=== AVAILABLE DATA ===
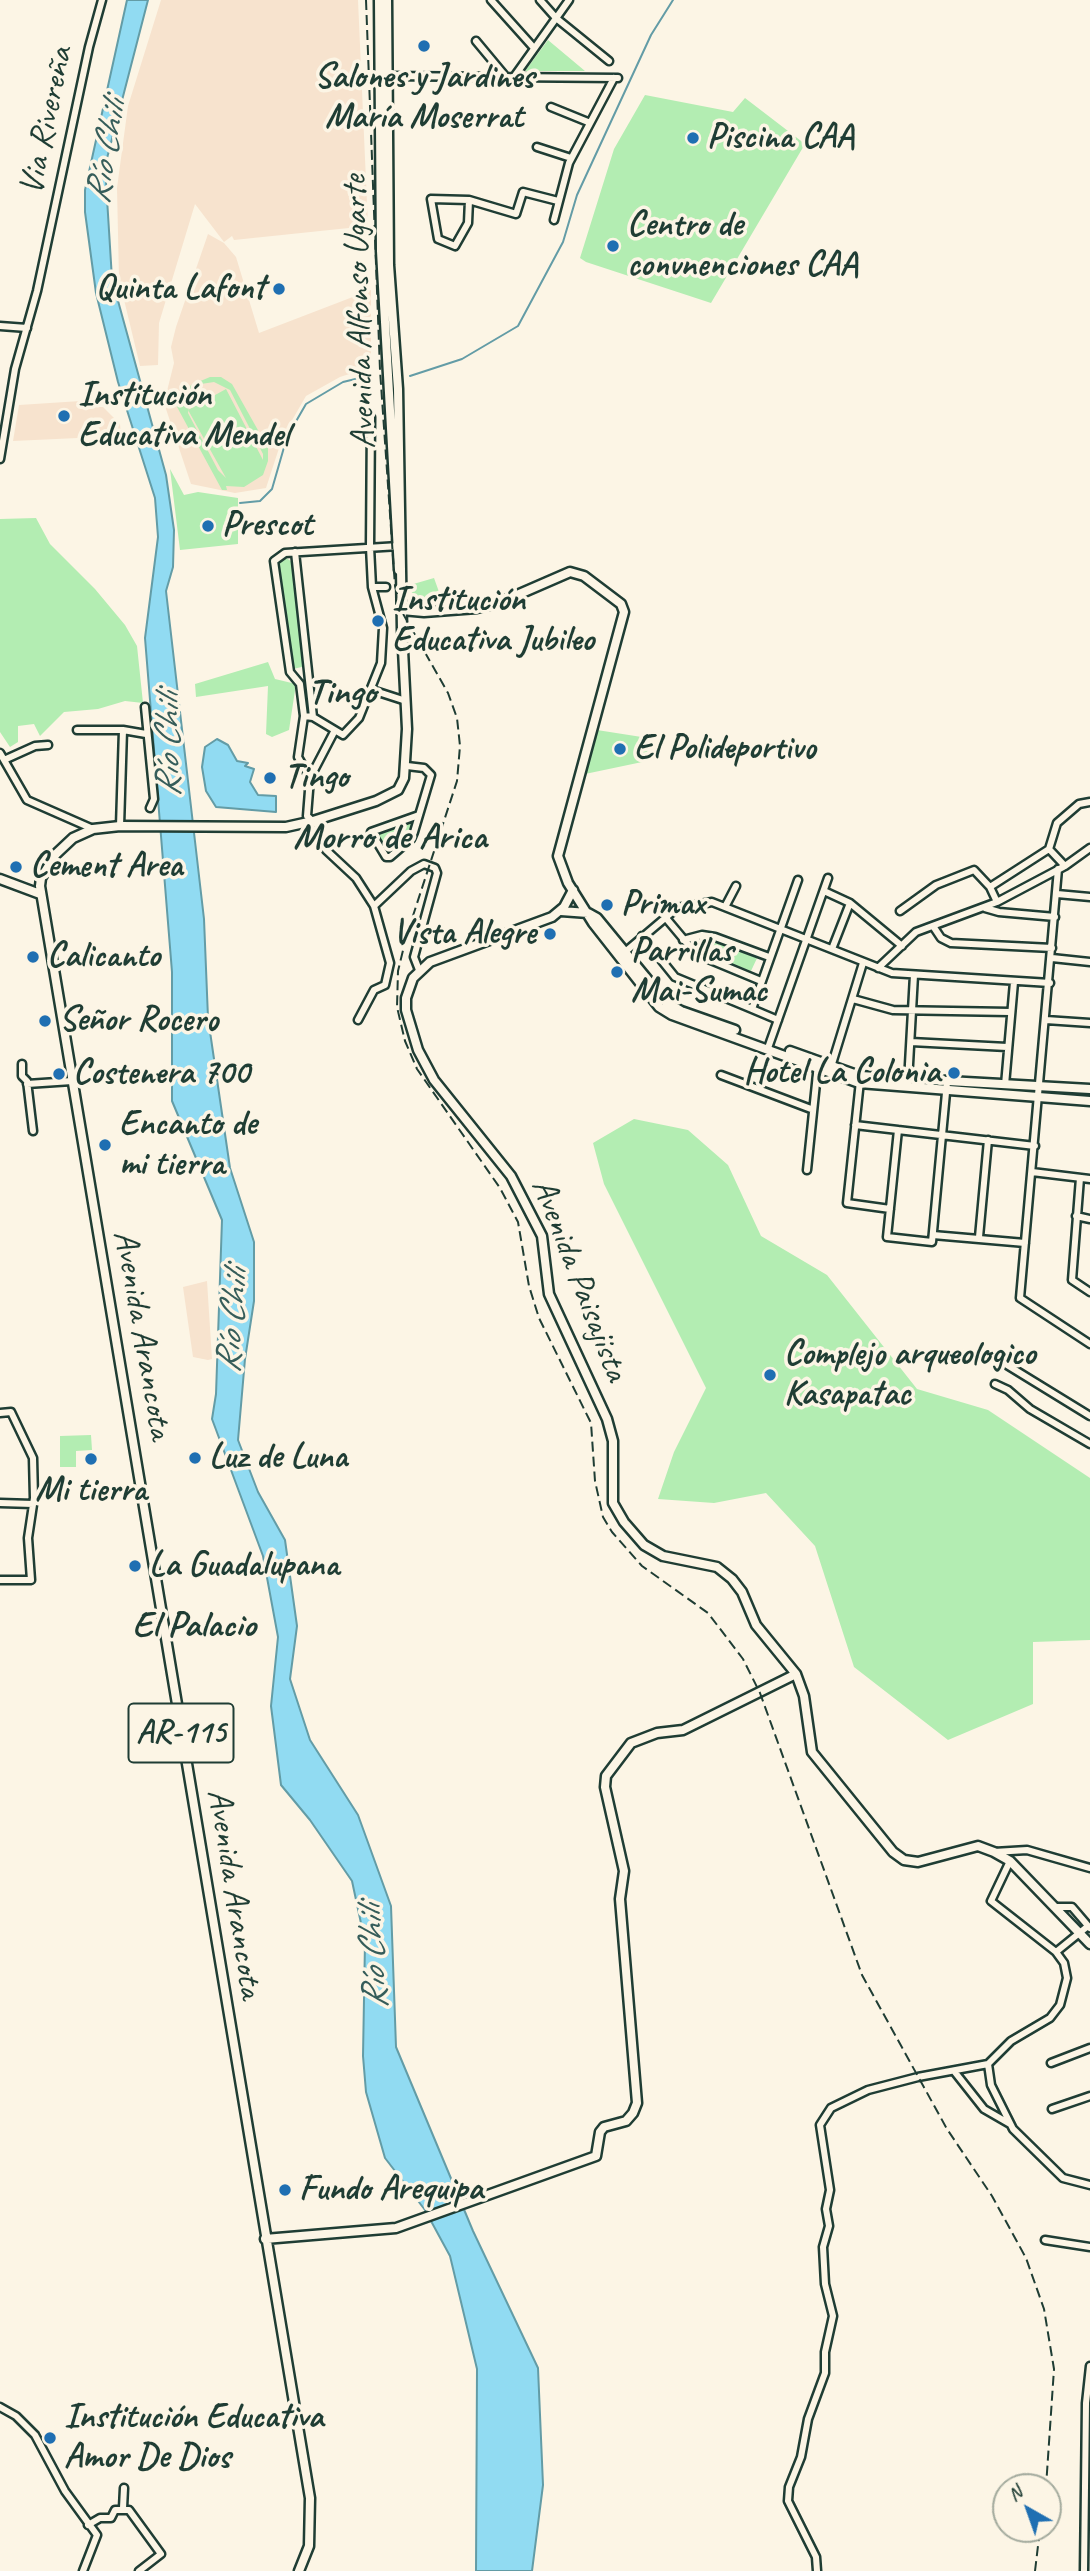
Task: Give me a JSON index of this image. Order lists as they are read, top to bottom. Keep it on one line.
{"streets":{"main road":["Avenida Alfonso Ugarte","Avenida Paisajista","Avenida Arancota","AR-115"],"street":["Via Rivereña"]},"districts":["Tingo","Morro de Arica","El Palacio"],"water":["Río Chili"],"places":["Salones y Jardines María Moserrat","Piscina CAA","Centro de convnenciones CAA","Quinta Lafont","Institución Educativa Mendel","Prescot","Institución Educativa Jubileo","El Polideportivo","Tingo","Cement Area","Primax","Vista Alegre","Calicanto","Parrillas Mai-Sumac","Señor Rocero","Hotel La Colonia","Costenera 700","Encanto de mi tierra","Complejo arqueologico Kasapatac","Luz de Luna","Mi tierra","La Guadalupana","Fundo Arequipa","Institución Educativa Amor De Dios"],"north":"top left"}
===
=== AVAILABLE DATA ===
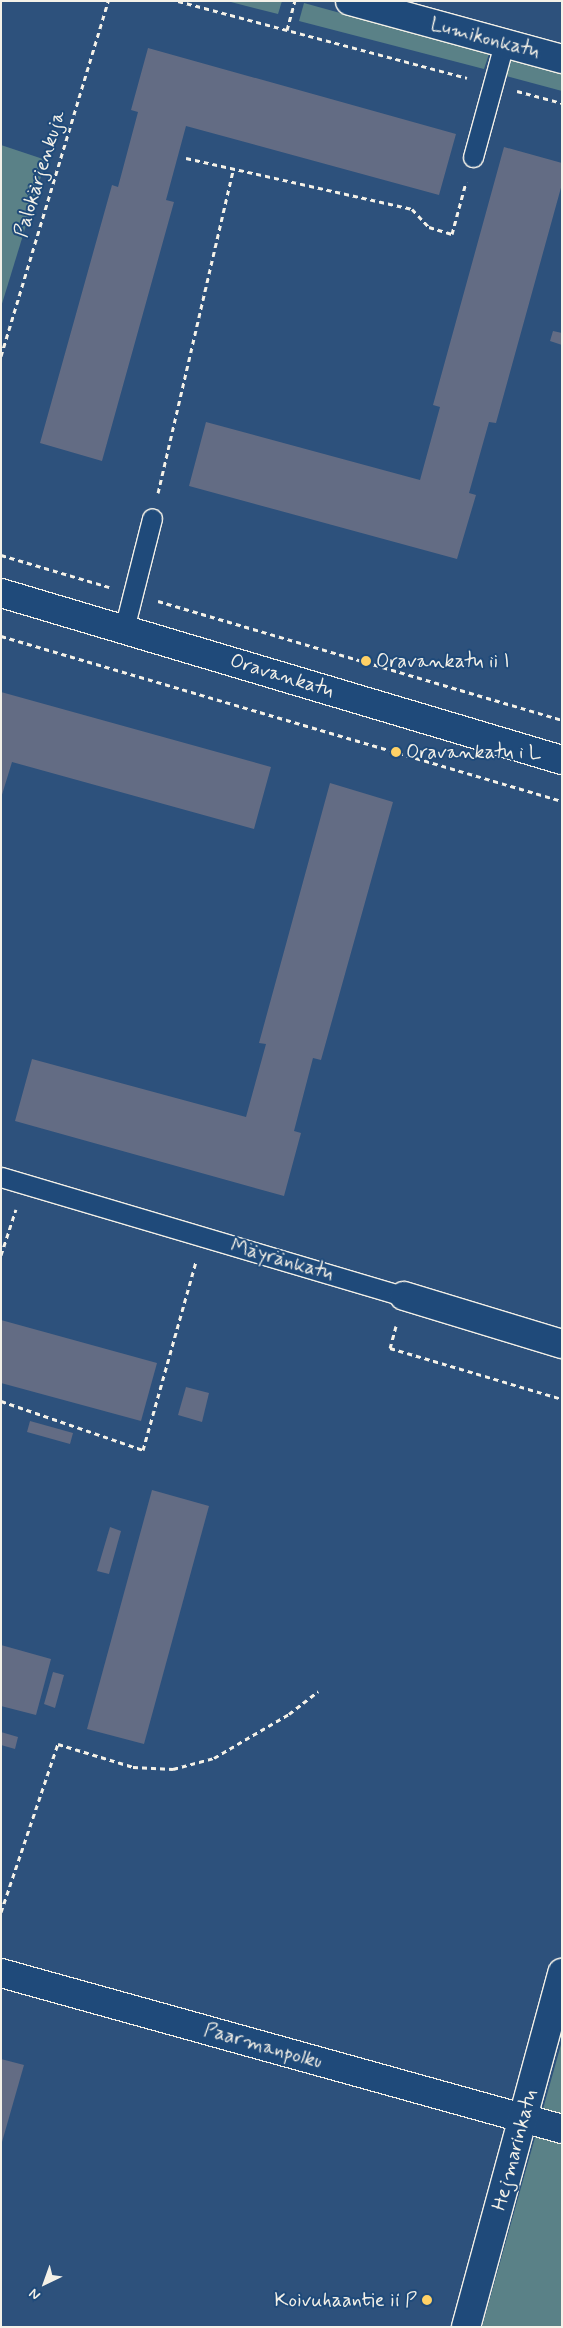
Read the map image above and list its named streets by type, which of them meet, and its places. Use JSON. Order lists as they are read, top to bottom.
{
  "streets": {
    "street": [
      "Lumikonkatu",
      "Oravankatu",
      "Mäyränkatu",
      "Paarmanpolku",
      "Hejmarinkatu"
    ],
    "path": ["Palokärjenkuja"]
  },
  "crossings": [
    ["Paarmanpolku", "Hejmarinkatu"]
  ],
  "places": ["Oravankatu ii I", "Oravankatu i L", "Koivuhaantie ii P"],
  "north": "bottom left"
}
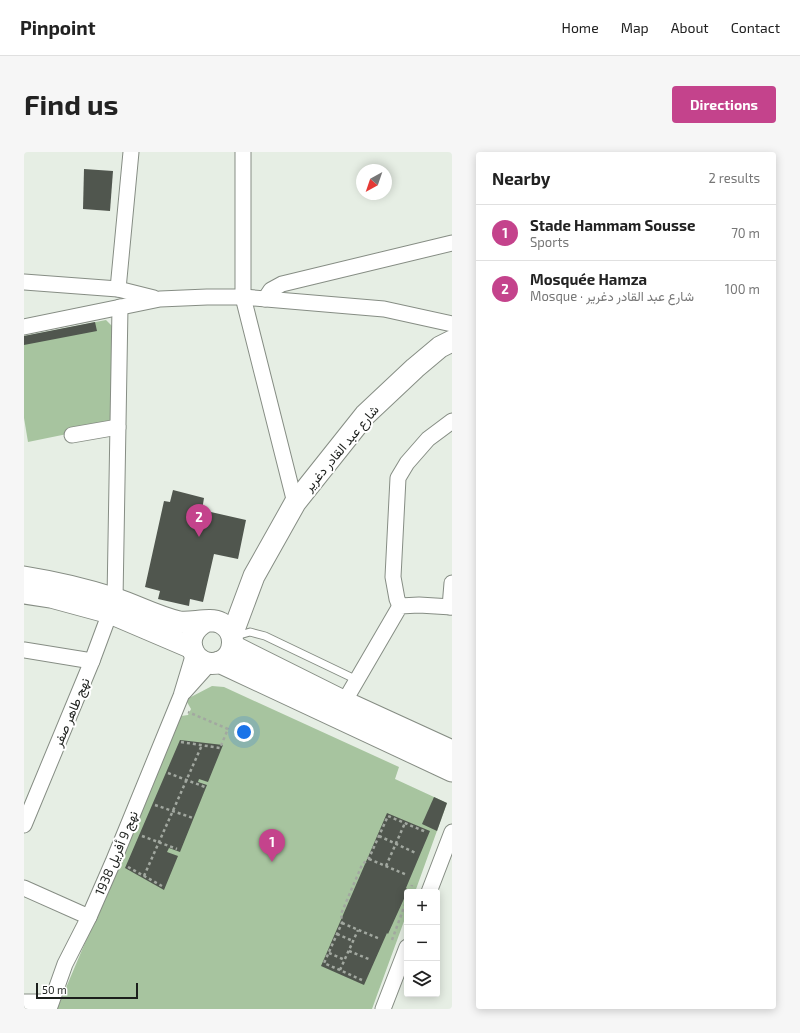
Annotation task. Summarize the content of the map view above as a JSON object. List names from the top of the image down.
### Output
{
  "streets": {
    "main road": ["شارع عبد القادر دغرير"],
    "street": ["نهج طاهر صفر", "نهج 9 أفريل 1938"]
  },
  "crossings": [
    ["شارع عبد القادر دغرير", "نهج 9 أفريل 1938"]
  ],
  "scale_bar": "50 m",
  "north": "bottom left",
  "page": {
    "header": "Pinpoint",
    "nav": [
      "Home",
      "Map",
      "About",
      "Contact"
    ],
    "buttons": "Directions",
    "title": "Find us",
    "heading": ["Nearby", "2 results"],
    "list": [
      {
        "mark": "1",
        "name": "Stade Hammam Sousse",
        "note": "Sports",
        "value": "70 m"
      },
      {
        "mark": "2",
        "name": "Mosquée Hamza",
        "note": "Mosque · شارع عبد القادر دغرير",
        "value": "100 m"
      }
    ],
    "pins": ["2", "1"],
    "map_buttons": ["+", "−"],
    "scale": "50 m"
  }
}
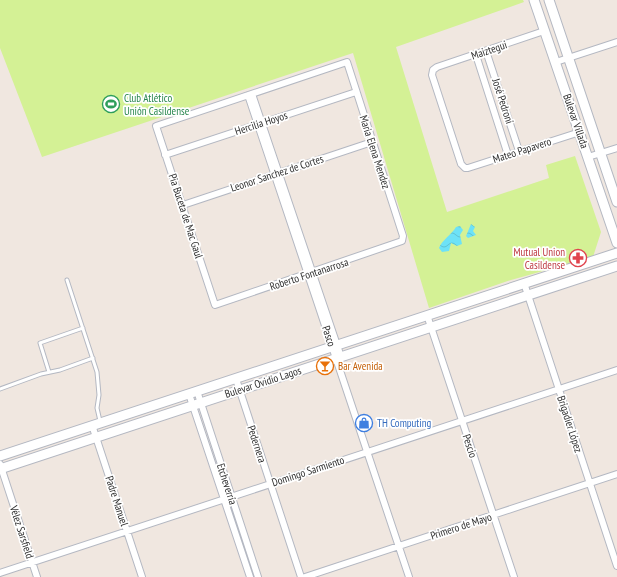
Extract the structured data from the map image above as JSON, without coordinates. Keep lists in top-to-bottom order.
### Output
===
WORK REQUIRED: Within the data above, filter for lines containing the word "from" and copy each one.

FINISHED EXERCISE:
Annotation task. Summarize the content of the map view above as a JSON object. List names from the top of the image down.
Extract the structured data from the map image above as JSON, without coordinates. Keep lists in top-to-bottom order.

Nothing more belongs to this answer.